Recorded data
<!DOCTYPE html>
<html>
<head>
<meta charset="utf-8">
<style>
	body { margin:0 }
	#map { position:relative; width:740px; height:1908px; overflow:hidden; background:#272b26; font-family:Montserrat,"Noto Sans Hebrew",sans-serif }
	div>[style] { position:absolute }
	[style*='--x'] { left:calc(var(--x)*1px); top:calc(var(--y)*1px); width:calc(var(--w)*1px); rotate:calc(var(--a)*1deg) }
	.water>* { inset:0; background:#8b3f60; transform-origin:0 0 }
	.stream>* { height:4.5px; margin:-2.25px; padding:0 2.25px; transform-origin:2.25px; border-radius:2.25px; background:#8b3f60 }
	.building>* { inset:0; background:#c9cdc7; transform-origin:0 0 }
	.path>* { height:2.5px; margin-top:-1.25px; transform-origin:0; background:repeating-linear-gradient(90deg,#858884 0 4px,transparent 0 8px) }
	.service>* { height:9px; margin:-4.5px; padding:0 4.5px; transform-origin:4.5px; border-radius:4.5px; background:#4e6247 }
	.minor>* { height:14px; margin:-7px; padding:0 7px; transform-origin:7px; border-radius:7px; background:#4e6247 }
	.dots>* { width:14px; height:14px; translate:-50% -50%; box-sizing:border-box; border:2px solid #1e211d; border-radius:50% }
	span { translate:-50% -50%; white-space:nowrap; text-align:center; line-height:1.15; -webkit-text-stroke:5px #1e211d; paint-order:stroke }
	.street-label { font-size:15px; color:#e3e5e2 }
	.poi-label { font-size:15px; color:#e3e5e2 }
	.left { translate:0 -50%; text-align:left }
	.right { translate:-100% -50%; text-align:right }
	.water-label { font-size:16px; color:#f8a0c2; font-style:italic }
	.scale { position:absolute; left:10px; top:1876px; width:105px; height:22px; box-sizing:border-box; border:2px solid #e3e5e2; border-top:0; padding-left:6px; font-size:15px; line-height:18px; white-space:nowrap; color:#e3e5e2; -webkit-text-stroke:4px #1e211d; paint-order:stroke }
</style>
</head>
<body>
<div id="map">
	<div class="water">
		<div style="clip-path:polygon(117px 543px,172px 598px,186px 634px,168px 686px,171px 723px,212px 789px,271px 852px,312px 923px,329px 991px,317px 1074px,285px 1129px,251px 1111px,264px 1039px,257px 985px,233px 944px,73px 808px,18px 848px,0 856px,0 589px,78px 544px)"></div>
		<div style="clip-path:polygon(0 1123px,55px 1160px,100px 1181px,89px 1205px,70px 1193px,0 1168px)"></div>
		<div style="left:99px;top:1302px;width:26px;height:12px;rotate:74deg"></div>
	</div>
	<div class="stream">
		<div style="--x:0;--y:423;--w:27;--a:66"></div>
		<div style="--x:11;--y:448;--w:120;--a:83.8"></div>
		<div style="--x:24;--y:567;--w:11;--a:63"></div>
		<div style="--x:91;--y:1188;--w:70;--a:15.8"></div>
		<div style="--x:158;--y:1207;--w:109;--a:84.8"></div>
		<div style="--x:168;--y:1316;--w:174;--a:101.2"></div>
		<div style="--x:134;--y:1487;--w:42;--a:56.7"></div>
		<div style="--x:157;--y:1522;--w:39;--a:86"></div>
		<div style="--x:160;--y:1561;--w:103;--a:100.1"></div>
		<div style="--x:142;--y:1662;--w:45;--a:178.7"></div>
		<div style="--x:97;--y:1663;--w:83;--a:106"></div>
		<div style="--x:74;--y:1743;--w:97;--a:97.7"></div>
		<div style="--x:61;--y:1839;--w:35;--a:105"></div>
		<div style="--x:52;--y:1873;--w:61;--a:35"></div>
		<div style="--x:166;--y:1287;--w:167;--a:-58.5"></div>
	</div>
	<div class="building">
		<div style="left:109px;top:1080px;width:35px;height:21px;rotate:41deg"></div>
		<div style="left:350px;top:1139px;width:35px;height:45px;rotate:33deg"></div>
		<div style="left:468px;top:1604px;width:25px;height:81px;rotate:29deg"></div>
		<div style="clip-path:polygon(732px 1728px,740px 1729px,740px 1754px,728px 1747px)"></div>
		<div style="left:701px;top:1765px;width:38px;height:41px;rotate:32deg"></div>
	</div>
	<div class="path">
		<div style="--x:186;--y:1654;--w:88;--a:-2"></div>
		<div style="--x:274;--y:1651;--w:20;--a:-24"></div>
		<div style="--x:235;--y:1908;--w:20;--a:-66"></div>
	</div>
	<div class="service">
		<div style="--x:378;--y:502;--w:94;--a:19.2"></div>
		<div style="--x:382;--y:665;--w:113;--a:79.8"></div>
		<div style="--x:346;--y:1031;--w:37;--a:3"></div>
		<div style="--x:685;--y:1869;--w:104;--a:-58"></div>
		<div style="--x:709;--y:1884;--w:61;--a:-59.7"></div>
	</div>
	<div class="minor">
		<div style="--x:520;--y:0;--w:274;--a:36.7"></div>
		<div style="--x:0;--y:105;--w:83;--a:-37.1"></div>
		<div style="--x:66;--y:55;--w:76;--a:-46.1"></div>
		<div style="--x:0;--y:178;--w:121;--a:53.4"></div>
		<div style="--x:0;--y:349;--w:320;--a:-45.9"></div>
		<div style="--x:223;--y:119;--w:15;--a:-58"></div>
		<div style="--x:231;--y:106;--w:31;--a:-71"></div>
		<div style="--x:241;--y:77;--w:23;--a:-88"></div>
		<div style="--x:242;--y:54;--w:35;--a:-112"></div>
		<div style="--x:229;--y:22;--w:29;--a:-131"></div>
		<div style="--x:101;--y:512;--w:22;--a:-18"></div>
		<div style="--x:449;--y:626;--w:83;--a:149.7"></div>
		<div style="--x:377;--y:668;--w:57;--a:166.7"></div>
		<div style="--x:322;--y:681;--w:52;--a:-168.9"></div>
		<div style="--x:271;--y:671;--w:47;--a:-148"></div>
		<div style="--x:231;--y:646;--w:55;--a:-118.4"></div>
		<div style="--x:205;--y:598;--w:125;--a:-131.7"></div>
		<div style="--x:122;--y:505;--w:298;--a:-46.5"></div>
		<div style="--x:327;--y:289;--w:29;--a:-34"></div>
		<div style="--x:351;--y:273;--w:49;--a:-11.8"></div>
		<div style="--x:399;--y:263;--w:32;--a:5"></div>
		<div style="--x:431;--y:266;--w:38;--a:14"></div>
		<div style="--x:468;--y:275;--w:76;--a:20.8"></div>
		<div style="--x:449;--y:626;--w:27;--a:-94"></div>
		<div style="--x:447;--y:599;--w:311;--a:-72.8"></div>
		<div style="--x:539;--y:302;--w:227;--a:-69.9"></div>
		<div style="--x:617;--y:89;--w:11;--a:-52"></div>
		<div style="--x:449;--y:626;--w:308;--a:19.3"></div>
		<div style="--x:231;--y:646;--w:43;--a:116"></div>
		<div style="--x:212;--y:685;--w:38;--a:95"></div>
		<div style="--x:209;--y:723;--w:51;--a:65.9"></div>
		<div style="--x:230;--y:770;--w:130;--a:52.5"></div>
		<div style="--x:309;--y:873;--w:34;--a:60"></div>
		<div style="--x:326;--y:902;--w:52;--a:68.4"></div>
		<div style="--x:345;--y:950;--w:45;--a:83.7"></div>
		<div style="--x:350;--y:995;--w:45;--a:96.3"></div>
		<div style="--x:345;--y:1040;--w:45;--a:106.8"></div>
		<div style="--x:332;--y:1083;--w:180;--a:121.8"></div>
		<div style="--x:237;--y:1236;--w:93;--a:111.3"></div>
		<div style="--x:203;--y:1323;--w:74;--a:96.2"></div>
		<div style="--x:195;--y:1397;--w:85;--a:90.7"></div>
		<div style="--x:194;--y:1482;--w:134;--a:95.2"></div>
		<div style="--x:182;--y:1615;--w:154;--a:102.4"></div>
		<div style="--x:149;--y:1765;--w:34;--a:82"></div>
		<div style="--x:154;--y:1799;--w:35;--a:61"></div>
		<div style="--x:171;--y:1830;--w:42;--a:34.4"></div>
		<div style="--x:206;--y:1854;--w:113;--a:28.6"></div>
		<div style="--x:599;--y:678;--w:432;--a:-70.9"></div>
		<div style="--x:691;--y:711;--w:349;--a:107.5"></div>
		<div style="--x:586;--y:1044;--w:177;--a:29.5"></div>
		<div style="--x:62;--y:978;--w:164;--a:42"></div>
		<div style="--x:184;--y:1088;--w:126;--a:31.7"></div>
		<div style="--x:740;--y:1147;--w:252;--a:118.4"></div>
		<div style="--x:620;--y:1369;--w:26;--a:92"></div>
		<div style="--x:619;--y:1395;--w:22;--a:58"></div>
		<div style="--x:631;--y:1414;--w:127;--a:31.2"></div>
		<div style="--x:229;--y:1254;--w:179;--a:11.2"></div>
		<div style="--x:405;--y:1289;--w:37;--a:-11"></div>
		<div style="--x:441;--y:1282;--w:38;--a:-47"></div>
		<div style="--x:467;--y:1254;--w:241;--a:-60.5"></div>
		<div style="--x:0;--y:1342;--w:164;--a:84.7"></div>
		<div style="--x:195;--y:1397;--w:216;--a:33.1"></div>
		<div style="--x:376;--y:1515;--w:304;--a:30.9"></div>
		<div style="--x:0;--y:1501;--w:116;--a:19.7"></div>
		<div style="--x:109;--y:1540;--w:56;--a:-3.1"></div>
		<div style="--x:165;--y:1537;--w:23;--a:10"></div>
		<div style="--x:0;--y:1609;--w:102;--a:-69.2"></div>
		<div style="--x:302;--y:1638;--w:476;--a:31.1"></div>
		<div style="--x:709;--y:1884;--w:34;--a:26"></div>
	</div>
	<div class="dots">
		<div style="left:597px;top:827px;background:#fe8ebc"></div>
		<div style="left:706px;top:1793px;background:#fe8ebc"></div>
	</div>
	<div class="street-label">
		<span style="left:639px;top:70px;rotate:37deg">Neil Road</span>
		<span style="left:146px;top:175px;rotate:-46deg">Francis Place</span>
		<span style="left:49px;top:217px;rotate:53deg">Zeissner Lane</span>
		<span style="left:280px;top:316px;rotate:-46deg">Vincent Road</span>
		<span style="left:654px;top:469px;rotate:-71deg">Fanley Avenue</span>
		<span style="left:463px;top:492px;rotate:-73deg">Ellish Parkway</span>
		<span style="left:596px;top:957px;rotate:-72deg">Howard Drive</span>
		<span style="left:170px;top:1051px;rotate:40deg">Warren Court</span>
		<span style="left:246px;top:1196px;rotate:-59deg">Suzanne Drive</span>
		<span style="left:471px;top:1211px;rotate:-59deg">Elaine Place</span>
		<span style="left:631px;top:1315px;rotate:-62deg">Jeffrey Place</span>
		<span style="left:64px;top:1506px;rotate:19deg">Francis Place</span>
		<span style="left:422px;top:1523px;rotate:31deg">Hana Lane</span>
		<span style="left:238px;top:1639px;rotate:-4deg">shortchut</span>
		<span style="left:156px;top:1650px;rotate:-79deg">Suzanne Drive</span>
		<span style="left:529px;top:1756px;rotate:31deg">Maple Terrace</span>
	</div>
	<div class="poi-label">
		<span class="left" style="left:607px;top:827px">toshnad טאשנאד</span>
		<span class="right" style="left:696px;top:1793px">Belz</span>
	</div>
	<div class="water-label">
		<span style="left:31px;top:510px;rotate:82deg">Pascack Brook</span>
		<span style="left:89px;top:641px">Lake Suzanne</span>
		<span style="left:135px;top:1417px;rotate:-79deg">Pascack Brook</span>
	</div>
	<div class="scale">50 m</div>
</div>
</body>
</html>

TASK PROMPT: Copy out the entries exactly. Begin at the first line and end with the line that has "height:9px; margin:-4.5px; padding:0".

COMPLETED TASK:
<!DOCTYPE html>
<html>
<head>
<meta charset="utf-8">
<style>
	body { margin:0 }
	#map { position:relative; width:740px; height:1908px; overflow:hidden; background:#272b26; font-family:Montserrat,"Noto Sans Hebrew",sans-serif }
	div>[style] { position:absolute }
	[style*='--x'] { left:calc(var(--x)*1px); top:calc(var(--y)*1px); width:calc(var(--w)*1px); rotate:calc(var(--a)*1deg) }
	.water>* { inset:0; background:#8b3f60; transform-origin:0 0 }
	.stream>* { height:4.5px; margin:-2.25px; padding:0 2.25px; transform-origin:2.25px; border-radius:2.25px; background:#8b3f60 }
	.building>* { inset:0; background:#c9cdc7; transform-origin:0 0 }
	.path>* { height:2.5px; margin-top:-1.25px; transform-origin:0; background:repeating-linear-gradient(90deg,#858884 0 4px,transparent 0 8px) }
	.service>* { height:9px; margin:-4.5px; padding:0 4.5px; transform-origin:4.5px; border-radius:4.5px; background:#4e6247 }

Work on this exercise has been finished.